Here’s the latest reason why you need to work forever

If you were planning an early retirement you may want to think again. According to new research, delaying retirement can actually slow the rate of cognitive decline among older populations.

Why working longer can help your brain

Ladders recently covered a study that established a link between the kind of career one has (how stimulating) and their risk for developing cognitive decline later in life.

Now, researchers in the SSM – Population Health journal have found that the longer you stay, the better chance you have of fending off dementia.

This was found to be especially true of participants who were college-educated, though all subgroups involved in the study benefited from postponing retirement.

“We approach retirement and cognitive function from the perspective that they both come near the end of a long path of life,” explains study co-author Angelo Lorenti in a media release.

What age constitutes “late” retirement?

The information comes from researchers at The Max Planck Society for the Advancement of Science in Germany with help from data provided by the U.S. Health and Retirement Study.

All of the Americans involved were between the ages of 55 and 75 and all of them had worked in the labor market at some point between 1996 and 2014.

The authors began to identify cognitive benefits for older Americans who continued to work up until the age of 67.

The earliest a person can start receiving Social Security retirement benefits is age 62, though these benefits are for retirees younger than 65.

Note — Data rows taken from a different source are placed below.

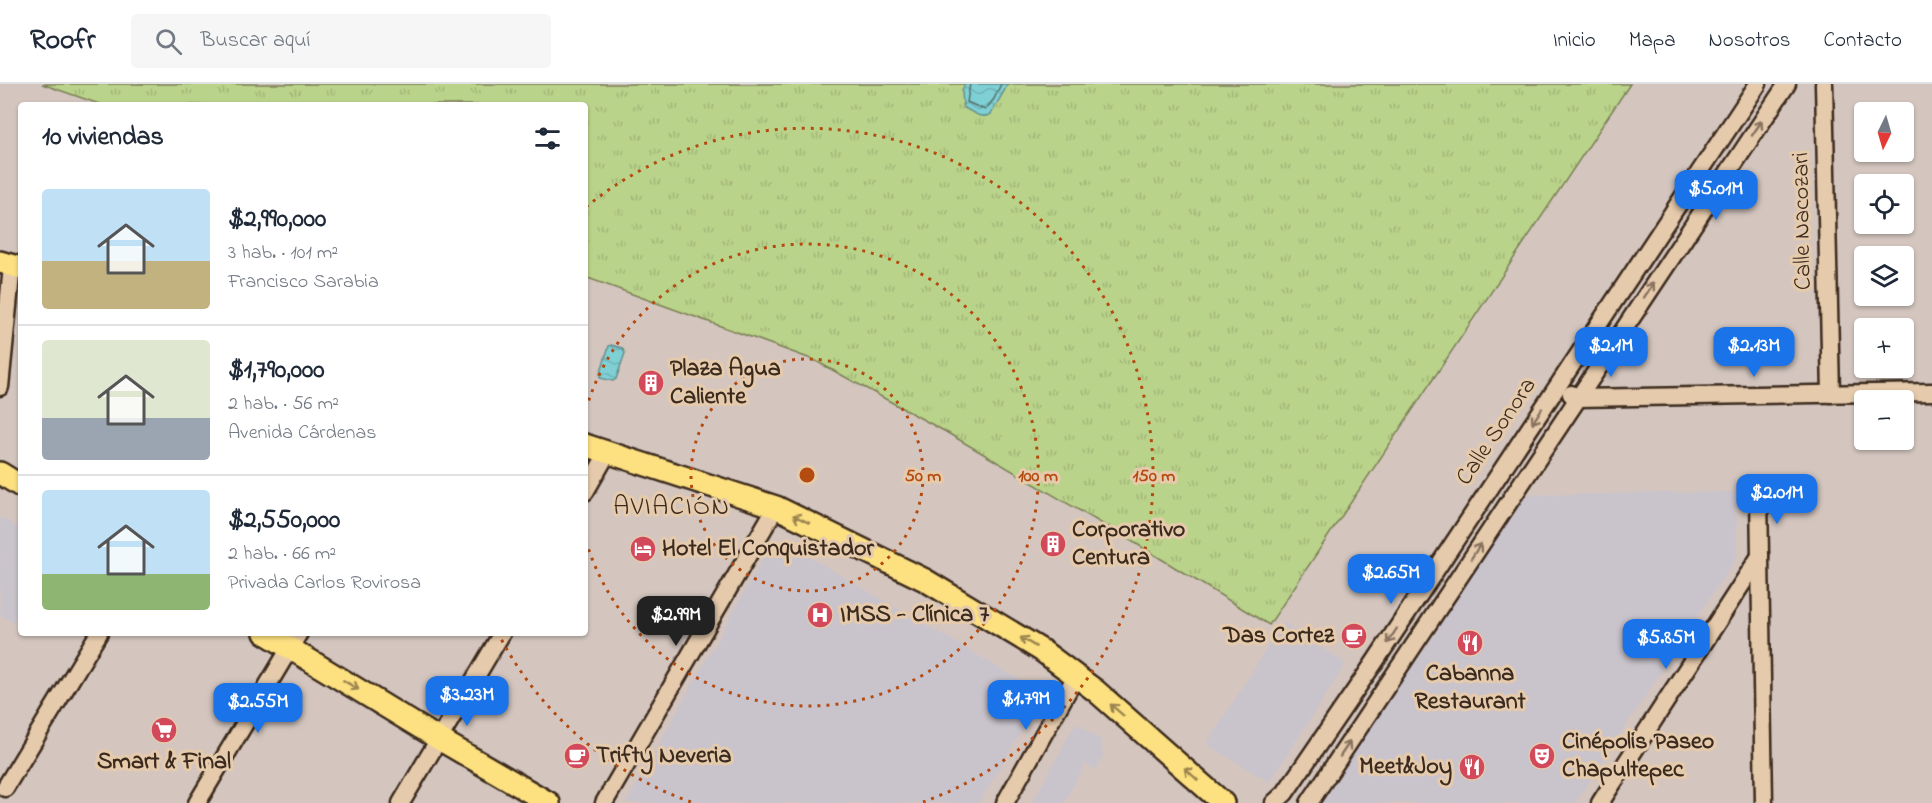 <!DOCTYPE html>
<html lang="es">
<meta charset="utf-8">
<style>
:root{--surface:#fff;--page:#f6f6f7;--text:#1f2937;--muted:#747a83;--line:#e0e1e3;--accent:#1a73e8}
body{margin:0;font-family:"Indie Flower",sans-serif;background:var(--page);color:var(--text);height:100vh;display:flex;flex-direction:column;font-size:22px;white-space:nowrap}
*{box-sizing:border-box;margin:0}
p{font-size:20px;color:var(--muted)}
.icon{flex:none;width:33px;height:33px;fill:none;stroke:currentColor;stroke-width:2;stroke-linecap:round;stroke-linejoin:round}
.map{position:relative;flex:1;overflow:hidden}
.drawer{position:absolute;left:18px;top:18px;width:570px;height:534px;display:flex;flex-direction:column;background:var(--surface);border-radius:6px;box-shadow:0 2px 4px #0004}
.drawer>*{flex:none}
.needle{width:39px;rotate:185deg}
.fabs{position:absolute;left:1854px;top:18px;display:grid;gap:12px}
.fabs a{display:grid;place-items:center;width:60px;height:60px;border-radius:6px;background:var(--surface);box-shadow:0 2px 4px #0004;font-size:30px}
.price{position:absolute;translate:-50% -51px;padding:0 14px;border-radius:12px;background:var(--accent);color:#fff;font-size:20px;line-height:39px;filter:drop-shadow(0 2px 3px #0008)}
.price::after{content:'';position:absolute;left:50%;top:36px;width:18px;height:14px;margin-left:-9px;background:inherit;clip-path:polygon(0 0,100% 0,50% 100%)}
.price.on{background:#222;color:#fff}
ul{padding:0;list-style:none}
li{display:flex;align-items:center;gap:18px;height:150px;padding:0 24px}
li+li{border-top:2px solid var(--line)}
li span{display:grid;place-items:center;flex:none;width:168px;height:120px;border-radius:6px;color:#555}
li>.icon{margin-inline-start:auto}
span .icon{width:72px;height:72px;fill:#fffc;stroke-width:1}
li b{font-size:26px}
h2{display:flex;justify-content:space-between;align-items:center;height:72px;padding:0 24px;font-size:26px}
header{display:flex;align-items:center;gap:36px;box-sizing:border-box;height:84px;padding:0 30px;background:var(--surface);border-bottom:2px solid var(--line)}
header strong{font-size:28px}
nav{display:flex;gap:33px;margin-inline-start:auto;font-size:21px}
.search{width:420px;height:54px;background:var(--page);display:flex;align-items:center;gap:15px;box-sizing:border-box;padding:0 21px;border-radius:6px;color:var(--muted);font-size:22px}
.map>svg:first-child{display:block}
.built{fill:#c9c3cc}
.grass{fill:url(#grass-tufts);stroke:#7a7e54;stroke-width:1.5}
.water{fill:url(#water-waves);stroke:#638e8c;stroke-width:1.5}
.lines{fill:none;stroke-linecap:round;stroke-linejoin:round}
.shore{stroke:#566c67;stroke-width:1.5}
.minor-casing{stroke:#3b2a1e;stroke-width:21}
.major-casing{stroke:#3b2a1e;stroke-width:26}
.minor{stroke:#e5caac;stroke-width:16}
.major{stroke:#fde080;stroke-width:21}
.oneway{stroke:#88725e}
.oneway2{stroke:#9c854f}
.ring{fill:none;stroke:#b44b11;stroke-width:3;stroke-dasharray:3 6}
.labels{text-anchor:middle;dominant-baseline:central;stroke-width:6;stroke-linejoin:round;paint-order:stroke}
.street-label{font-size:24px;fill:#3b2a1e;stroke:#e5caac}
.poi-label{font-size:24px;font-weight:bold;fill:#3b2a1e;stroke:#e5caac;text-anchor:start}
.neighbourhood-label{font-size:26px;letter-spacing:1.5px;fill:#3b2a1e;stroke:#e5caac}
.centre{fill:#b44b11;stroke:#e5caac;stroke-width:3}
.ring-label{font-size:18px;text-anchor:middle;font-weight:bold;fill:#b44b11;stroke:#e5caac;stroke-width:6;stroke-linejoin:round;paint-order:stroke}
</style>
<header>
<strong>Roofr</strong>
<div class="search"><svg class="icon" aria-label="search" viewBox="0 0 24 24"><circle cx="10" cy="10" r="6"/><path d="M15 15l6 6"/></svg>Buscar aquí</div>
<nav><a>Inicio</a><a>Mapa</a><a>Nosotros</a><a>Contacto</a></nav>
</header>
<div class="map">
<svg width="1932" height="719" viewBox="0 0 1932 719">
<defs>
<pattern id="grass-tufts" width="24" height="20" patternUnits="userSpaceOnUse" patternTransform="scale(1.5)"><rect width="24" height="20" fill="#bad38a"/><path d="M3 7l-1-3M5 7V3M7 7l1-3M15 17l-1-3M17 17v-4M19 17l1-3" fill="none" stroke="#a1b577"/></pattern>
<pattern id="water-waves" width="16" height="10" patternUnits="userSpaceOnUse" patternTransform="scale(1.5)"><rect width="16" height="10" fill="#7ed0d5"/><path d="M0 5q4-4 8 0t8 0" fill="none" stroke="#6eb3b6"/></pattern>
</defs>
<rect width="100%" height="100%" fill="#d4c6bf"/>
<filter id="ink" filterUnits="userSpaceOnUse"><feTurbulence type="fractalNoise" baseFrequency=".0167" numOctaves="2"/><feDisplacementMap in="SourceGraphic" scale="12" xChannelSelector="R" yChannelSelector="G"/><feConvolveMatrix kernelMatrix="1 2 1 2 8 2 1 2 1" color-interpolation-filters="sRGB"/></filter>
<g filter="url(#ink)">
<g class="built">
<polygon points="1736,408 1737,472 1575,719 1317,719 1388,614 1394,608 1435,550 1454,509 1513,422 1526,411"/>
<polygon points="0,433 21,446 21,525 13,538 0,531"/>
<polygon points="775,453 1044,610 979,719 626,719"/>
<polygon points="1283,538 1346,580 1269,698 1207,660"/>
<polygon points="1076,639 1100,656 1103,672 1096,686 1085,680 1064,719 1032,719"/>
</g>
<polygon class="grass" points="42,0 1630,0 1269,541 1140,462 946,348 814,276 585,193 585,21 102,21"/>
<g class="water">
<path d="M965,0h43l-17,30c-10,6 -19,-2 -28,-7l-1,-17z"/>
<polygon points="611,261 622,264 625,269 616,295 613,297 600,294 600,290 609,262"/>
</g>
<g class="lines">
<polyline class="shore" points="970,0 967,18 985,26 994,15 1001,0"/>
<defs>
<g id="minor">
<polyline points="1824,0 1831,310"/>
<polyline points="0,303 12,182"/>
<polyline points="1571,310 1577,314 1932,308"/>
<polyline points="585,408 608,368"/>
<polyline points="1759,411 1764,719"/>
<polyline points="5,704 99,549"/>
<polyline points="197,719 299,549"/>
<polyline points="401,719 502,549"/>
<polyline points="604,719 776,423"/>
<polyline points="1005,719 1076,592"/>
<polyline points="1274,719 1285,709 1374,579 1758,0"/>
<polyline points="1309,719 1787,0"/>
<polyline points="1600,719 1760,472"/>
</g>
<g id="major">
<polyline points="0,178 21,184"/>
<polyline points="585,361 776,423 925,496 1041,566 1096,607 1223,719"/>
<polyline points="0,389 21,402"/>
<polyline points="265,549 439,655 549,719"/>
</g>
</defs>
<use href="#minor" class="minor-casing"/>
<use href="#major" class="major-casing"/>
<use href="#minor" class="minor"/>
<use href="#major" class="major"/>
</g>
<defs><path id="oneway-shaft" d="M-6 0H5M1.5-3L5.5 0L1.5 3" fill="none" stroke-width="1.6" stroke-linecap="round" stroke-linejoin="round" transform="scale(1.5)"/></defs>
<g class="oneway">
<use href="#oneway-shaft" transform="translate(1757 44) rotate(-56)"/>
<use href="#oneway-shaft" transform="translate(1649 206) rotate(-56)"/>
<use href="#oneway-shaft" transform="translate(1537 332) rotate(123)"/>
<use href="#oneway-shaft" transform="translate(1476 467) rotate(-57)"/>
<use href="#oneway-shaft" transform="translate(1392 552) rotate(123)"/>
<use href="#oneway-shaft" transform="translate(1345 665) rotate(-56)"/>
</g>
<g class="oneway2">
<use href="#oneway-shaft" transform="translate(801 435) rotate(-154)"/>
<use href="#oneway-shaft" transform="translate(1028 558) rotate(-149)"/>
<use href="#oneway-shaft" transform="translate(351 601) rotate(31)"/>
<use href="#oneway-shaft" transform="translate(1117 626) rotate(-139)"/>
<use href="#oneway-shaft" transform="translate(1191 690) rotate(-138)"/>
</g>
</g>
<g class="ring">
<circle cx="807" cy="391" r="116"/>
<path d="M586 325A231 231 0 1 1 586 457"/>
<path d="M691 718A347 347 0 0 1 499 551M586 123A347 347 0 1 1 923 718"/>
</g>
<defs>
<symbol id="building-disc" viewBox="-11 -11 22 22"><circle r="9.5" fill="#d1495b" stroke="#e5caac"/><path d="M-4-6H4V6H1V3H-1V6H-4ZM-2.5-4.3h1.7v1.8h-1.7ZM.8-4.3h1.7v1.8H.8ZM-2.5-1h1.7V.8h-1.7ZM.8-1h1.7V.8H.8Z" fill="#fff"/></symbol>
<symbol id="hotel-disc" viewBox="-11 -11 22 22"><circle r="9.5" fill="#d1495b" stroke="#e5caac"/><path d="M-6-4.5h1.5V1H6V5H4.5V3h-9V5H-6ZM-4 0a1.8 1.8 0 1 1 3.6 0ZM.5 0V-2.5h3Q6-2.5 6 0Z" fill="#fff"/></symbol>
<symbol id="hospital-disc" viewBox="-11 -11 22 22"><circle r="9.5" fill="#d1495b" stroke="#e5caac"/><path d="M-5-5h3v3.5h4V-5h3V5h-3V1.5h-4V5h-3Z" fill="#fff"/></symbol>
<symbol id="cafe-disc" viewBox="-11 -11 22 22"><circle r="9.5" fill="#d1495b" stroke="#e5caac"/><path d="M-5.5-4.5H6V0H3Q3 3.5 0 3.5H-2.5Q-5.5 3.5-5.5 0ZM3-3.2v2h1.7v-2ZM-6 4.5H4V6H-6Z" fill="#fff"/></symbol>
<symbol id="restaurant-disc" viewBox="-11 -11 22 22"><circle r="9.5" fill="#d1495b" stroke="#e5caac"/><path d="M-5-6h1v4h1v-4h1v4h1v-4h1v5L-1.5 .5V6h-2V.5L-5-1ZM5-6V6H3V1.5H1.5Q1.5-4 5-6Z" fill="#fff"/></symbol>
<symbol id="supermarket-disc" viewBox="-11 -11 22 22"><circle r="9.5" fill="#d1495b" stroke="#e5caac"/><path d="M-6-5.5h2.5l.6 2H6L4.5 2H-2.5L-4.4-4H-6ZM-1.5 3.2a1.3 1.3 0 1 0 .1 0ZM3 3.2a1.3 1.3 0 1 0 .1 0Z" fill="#fff"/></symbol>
<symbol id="theatre-disc" viewBox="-11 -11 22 22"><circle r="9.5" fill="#d1495b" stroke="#e5caac"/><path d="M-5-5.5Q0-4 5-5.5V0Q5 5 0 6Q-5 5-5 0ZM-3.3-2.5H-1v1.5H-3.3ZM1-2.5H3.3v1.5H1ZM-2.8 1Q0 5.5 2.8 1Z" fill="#fff"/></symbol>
</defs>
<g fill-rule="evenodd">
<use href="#building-disc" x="636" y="284" width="30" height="30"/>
<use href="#building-disc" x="1038" y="445" width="30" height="30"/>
<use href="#hotel-disc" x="628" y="450" width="30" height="30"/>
<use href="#hospital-disc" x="805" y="516" width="30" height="30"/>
<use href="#cafe-disc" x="1339" y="537" width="30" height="30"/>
<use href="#restaurant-disc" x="1455" y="544" width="30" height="30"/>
<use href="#supermarket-disc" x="149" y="631" width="30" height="30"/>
<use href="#cafe-disc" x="562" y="657" width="30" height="30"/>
<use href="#theatre-disc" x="1527" y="657" width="30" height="30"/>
<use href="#restaurant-disc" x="1457" y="668" width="30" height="30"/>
</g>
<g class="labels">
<g class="street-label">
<text transform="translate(1803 137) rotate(-91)">Calle Nacozari</text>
<text transform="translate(1497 348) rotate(-56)">Calle Sonora</text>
</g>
<g class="poi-label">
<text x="670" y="285">Plaza Agua<tspan x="670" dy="28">Caliente</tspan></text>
<text x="1072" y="446">Corporativo<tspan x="1072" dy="28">Centura</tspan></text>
<text x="662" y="465">Hotel El Conquistador</text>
<text x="840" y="531">IMSS - Clínica 7</text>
<text x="1334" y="552" text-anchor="end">Das Cortez</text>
<text x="1470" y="590" text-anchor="middle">Cabanna<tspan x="1470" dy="28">Restaurant</tspan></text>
<text x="1562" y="658">Cinépolis Paseo<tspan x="1562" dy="28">Chapultepec</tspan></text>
<text x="596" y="672">Trifty Neveria</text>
<text x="164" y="678" text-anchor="middle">Smart &amp; Final</text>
<text x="1452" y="683" text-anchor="end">Meet&amp;Joy</text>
</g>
<g class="neighbourhood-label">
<text x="672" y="424">AVIACIÓN</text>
</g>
</g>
<circle cx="807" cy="391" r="9" class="centre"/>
<g class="ring-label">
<text x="923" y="397">50 m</text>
<text x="1038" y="397">100 m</text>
<text x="1154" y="397">150 m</text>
</g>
</svg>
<div class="fabs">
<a><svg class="needle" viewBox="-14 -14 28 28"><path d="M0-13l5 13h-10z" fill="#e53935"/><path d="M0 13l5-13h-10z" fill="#747a83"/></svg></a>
<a><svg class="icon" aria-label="locate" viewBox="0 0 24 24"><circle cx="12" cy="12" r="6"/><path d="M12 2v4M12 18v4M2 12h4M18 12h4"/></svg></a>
<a><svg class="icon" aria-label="layers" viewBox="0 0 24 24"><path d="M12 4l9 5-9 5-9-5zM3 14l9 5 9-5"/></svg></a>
<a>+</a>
<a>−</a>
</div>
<b class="price" style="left:1716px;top:137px">$5.01M</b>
<b class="price" style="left:1611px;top:294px">$2.1M</b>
<b class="price" style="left:1754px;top:294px">$2.13M</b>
<b class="price" style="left:1777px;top:441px">$2.01M</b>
<b class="price" style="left:1391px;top:521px">$2.65M</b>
<b class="price on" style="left:676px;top:563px">$2.99M</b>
<b class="price" style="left:1666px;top:586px">$5.85M</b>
<b class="price" style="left:467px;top:643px">$3.23M</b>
<b class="price" style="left:1026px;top:647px">$1.79M</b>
<b class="price" style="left:258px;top:650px">$2.55M</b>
<section class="drawer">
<h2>10 viviendas<svg class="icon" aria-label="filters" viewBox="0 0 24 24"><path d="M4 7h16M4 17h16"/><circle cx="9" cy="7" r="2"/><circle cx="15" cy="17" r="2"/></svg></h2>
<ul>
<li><span style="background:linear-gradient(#bfe0f5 60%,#c2b280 0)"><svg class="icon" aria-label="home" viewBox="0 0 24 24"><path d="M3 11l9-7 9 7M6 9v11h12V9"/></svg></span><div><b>$2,990,000</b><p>3 hab. · 101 m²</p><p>Francisco Sarabia</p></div></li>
<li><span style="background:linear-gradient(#dfe7d0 65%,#9aa5b1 0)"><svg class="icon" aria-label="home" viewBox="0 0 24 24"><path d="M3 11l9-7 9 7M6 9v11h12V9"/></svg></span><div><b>$1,790,000</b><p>2 hab. · 56 m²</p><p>Avenida Cárdenas</p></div></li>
<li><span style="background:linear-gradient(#bfe0f5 70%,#8fb573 0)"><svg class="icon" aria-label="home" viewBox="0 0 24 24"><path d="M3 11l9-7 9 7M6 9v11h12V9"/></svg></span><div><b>$2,550,000</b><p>2 hab. · 66 m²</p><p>Privada Carlos Rovirosa</p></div></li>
</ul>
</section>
</div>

Participants from the new study who worked up until the age of 65 not only delayed markers relevant to the diagnoses of dementia-related illness like Alzheimer’s disease.

Irrespective of gender ethnic background, work history had a major influence on cognitive functioning.

“It begins with one’s social origins in ethnicity, gender, and early-life social and economic status goes on with educational and occupational attainment and health behaviors, and goes all the way up to more proximate factors such as partnership status and mental and physical health. All these kinds of factors accumulate and interact over a lifetime to affect both cognitive function and age at retirement.”

These findings also go a long way to repudiate myths about older populations in the workforce. Namely, that inevitable cognitive decline that affects these populations makes them impractical candidates.

How work improves cognition

The reasoning for the findings above are varied.

Sedentary lifestyles, which a postponed retirement would help reduce the likelihood of, are a contributing element of cognitive decline.

In a recent study, individuals who were exposed to prolonged sedentary behavior had a 30% higher risk of experiencing dementia compared to those who did not. The same report also linked sedentary behavior with less severe manifestations of cognitive impairment.

Working additionally provides our brains with the stimulation necessary to keep it sharp.

In a paper published in the British medical journal BMJ, researchers found that people with mentally stimulating jobs have a much lower risk of developing cognitive illness later in life than those who do not.

Mentally stimulating jobs are defined as ones that require workers to make decisions and exercise control, as opposed to taking orders.

The authors found that the probability of developing dementia for workers occupying mentally stimulating jobs was 4.8 in 10,000, compared to 7.3 per 10,000 for the low-mental-stimulation group. These results were consistent even after the authors adjusted for factors like age, sex, education, and lifestyle.

The social interactions that work provide have been linked with similar benefits to cognition. “Accumulating evidence suggests that both humans and mice have a higher risk of developing AD if they are lonely or living isolated,” the National Institutes of Health reports.